Some of this code might seem slightly mysterious. You can read through parts of the source code to see what's going on.

• If you like, you can add calls to printf() almost anywhere, then recompile and run to see what happens and in what order.

• You can also run the kernel in a debugger and set breakpoints at interesting spots, single-step through code and examine data, and so on.

Create a New Thread

When a thread is created, you are creating a new context to be scheduled. You provide a function to be run in this context as an argument to thread_create().

• The first time the thread is scheduled and runs, it starts from the beginning of that function and executes in that context.

• When the function returns, the thread terminates. Each thread, therefore, acts like a mini-program running inside Pintos, with the function passed to thread_create() acting like main().

At any given time, exactly one thread runs and the rest, if any, become inactive. The scheduler decides which thread to run next.

• If no thread is ready to run at any given time, then the special "idle" thread, implemented in idle(), runs.

• Synchronization primitives can force context switches when one thread needs to wait for another thread to do something.

Context Switch

The mechanics of a context switch are in threads/switch.S, which is 80x86 assembly code. (You don't have to understand it.)

• It saves the state of the currently running thread and restores the state of the thread we're switching to.

Using the GDB debugger, slowly trace through a context switch to see what happens (see section GDB).

• You can set a breakpoint on schedule() to start out, and then single-step from there.

• Be sure to keep track of each thread's address and state, and what procedures are on the call stack for each thread.

• You will notice that when one thread calls switch_threads(), another thread starts running, and the first thing the new thread does is to return from switch_threads().

• You will understand the thread system once you understand why and how the switch_threads() that gets called is different from the switch_threads() that returns.
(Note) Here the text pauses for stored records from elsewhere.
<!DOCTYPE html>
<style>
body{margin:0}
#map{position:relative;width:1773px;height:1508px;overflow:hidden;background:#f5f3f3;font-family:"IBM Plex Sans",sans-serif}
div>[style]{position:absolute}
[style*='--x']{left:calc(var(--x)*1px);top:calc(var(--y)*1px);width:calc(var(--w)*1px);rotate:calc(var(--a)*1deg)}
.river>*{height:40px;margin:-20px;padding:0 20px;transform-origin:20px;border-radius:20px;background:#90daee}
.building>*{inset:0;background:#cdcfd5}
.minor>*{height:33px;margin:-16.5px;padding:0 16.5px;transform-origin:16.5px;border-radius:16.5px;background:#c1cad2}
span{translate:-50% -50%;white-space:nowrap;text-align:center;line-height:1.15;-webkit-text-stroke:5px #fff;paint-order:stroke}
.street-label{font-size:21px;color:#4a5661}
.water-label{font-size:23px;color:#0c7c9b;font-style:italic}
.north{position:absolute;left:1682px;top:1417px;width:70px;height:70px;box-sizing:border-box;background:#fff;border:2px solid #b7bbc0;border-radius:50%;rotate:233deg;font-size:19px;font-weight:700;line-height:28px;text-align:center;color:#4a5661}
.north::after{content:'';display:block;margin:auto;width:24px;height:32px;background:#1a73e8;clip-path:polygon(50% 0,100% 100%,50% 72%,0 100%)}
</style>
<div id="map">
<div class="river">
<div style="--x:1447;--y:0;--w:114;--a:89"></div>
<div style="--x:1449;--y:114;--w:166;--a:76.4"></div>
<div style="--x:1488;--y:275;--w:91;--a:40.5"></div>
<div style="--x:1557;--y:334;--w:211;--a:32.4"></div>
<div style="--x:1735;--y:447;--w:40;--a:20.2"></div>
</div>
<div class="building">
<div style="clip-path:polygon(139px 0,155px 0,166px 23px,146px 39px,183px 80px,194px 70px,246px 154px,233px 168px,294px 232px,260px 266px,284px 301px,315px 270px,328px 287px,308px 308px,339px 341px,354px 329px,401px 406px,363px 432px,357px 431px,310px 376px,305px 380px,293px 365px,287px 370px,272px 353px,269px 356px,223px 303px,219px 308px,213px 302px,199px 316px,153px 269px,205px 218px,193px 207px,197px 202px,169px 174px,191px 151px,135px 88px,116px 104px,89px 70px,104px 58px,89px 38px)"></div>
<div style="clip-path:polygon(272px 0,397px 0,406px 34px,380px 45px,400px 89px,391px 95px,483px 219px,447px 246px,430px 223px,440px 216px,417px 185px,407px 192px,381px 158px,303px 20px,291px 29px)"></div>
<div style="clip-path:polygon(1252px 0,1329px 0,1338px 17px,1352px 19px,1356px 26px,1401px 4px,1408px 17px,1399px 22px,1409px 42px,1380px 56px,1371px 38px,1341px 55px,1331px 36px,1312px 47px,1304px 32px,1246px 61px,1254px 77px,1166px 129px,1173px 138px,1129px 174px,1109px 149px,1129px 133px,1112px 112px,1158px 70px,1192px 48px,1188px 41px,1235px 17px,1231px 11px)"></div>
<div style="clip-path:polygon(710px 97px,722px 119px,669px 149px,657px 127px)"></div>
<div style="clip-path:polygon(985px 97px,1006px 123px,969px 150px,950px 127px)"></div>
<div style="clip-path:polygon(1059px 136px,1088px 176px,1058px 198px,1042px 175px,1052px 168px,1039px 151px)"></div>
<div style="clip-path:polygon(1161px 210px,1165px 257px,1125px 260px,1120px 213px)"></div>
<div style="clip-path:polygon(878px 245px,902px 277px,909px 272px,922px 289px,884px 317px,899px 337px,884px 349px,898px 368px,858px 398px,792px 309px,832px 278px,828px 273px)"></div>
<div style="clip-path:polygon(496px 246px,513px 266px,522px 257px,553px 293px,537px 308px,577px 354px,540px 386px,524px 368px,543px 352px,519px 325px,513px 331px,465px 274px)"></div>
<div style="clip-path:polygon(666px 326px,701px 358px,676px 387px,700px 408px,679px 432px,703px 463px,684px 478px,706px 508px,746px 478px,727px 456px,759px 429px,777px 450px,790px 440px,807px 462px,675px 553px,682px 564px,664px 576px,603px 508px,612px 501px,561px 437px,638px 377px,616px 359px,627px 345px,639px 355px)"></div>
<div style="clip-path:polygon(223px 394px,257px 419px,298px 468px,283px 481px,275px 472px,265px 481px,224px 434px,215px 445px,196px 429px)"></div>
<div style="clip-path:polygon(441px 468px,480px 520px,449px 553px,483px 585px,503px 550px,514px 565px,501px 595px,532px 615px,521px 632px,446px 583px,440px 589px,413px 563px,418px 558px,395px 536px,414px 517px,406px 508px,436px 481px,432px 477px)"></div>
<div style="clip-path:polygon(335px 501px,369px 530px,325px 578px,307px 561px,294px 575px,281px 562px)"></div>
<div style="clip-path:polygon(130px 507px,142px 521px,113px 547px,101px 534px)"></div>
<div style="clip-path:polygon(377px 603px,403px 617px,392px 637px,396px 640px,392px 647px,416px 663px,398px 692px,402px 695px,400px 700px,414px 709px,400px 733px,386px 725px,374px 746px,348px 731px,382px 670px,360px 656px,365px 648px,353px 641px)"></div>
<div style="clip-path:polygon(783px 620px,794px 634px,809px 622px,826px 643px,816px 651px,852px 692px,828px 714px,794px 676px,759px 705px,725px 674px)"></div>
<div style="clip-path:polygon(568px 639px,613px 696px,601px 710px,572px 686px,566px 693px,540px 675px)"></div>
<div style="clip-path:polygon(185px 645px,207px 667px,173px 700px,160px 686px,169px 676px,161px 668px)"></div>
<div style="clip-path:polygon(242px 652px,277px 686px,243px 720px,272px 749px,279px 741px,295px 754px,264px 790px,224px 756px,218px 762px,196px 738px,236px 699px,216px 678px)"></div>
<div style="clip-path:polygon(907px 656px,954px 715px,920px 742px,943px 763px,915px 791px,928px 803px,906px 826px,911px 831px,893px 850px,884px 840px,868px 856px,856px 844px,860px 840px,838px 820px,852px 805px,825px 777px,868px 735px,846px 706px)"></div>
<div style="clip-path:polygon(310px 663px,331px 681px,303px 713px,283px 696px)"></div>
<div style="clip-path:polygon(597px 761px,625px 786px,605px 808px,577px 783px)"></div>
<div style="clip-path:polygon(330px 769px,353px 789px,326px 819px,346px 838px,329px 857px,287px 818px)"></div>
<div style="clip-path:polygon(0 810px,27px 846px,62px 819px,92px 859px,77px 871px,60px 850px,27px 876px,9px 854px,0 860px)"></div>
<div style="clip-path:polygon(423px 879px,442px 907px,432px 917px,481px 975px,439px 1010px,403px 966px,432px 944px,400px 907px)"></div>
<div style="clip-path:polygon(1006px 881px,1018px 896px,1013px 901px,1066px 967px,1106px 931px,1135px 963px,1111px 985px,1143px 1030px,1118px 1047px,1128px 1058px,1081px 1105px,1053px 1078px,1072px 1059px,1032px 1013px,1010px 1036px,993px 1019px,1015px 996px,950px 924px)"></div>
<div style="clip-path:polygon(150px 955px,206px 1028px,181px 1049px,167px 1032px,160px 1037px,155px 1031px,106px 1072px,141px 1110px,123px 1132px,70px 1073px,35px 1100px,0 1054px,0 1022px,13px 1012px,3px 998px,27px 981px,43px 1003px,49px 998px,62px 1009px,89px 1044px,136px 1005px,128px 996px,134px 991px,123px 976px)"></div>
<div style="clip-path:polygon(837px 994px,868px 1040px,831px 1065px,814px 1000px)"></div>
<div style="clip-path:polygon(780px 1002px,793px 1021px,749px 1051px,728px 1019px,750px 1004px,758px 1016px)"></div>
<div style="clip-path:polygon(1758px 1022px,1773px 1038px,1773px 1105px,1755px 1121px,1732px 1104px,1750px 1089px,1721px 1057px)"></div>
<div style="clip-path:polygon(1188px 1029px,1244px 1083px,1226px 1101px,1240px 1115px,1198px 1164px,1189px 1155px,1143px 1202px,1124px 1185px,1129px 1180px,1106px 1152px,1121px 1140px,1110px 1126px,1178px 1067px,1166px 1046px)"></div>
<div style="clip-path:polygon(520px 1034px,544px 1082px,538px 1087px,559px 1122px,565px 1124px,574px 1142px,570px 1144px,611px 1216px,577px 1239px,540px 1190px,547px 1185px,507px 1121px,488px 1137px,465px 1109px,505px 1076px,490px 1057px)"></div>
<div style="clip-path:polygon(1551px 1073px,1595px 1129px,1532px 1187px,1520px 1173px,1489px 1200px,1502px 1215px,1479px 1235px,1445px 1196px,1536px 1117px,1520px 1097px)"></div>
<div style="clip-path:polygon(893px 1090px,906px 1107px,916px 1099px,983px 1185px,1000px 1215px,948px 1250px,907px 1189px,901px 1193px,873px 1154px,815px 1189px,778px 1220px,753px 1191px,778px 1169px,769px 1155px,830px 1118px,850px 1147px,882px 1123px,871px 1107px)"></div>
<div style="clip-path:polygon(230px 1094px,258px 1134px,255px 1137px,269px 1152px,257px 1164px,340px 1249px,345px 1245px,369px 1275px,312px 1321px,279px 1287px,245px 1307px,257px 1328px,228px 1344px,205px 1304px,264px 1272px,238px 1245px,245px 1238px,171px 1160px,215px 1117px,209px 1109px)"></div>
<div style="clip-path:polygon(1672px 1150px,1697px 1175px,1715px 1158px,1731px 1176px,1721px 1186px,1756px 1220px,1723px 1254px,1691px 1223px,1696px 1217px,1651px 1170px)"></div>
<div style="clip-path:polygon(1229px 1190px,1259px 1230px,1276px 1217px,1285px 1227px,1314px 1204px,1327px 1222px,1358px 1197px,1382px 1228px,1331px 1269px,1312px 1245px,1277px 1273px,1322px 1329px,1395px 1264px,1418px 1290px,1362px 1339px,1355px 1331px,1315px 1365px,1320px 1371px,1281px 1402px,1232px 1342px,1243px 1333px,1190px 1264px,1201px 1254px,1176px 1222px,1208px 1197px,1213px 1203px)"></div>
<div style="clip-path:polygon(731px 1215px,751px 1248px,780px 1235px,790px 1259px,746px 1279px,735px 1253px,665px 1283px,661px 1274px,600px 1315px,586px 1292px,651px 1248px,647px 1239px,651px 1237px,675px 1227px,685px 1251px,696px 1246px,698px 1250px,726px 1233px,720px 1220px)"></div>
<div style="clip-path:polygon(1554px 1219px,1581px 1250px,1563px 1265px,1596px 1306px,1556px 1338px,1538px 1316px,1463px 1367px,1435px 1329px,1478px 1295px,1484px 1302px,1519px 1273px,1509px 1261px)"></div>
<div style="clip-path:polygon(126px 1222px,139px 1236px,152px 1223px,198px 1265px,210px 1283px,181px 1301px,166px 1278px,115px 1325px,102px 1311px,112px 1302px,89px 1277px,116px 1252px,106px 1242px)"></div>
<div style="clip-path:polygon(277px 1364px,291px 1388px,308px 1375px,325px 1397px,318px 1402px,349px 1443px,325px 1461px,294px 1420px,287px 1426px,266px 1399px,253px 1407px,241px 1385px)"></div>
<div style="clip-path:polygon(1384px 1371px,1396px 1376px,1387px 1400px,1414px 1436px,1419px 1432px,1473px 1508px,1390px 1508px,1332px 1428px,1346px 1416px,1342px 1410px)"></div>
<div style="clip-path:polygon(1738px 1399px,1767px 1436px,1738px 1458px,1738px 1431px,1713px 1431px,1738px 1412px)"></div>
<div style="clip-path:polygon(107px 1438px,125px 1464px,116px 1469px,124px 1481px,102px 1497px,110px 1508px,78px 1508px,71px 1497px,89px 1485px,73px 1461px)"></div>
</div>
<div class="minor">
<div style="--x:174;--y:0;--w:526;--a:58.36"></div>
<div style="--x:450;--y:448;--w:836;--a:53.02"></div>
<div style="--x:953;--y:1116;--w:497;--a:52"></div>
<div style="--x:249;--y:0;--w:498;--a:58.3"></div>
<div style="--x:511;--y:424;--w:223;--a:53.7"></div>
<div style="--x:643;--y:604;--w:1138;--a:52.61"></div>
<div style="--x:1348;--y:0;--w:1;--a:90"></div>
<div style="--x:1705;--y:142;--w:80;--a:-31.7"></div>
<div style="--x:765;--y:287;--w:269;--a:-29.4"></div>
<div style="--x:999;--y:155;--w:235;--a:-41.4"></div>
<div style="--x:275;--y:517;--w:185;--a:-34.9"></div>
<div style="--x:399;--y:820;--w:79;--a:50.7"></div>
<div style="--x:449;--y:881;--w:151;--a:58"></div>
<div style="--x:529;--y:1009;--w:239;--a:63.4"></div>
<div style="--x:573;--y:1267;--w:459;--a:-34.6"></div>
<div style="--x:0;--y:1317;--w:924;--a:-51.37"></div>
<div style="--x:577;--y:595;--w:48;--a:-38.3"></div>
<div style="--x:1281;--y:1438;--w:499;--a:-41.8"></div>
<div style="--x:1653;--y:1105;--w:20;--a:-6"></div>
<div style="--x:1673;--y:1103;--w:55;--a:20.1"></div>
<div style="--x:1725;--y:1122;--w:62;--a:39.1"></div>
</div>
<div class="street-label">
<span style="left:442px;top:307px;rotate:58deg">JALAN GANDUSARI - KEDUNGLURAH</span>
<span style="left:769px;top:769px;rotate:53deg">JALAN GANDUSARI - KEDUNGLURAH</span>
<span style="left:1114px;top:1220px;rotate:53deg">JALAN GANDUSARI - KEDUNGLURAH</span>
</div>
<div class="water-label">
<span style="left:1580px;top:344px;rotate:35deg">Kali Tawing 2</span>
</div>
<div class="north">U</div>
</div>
See section Thread Switching, for more information.

Warning

In Pintos, each thread is assigned a small, fixed-size execution stack just under 4 kB in size.

• The kernel tries to detect stack overflow, but it cannot do so perfectly. You may cause bizarre problems, such as mysterious kernel panics, if you declare large data structures as non-static local variables, e.g. int buf[1000];.

• Alternatives to stack allocation include the page allocator and the block allocator (see section Memory Allocation).

Source Files

This part provides a brief overview of the source files related to lab1. You will not need to modify most of this code, but the hope is that presenting this overview will give you a start on what code to look at.

source files in threads/

• loader.S

• loader.h

  • The kernel loader. Assembles to 512 bytes of code and data that the PC BIOS loads into memory and which in turn finds the kernel on disk, loads it into memory, and jumps to start() in start.S.

  • See section The Loader, for details. You should not need to look at this code or modify it.

• start.S

  • Does basic setup needed for memory protection and 32-bit operation on 80x86 CPUs. Unlike the loader, this code is actually part of the kernel.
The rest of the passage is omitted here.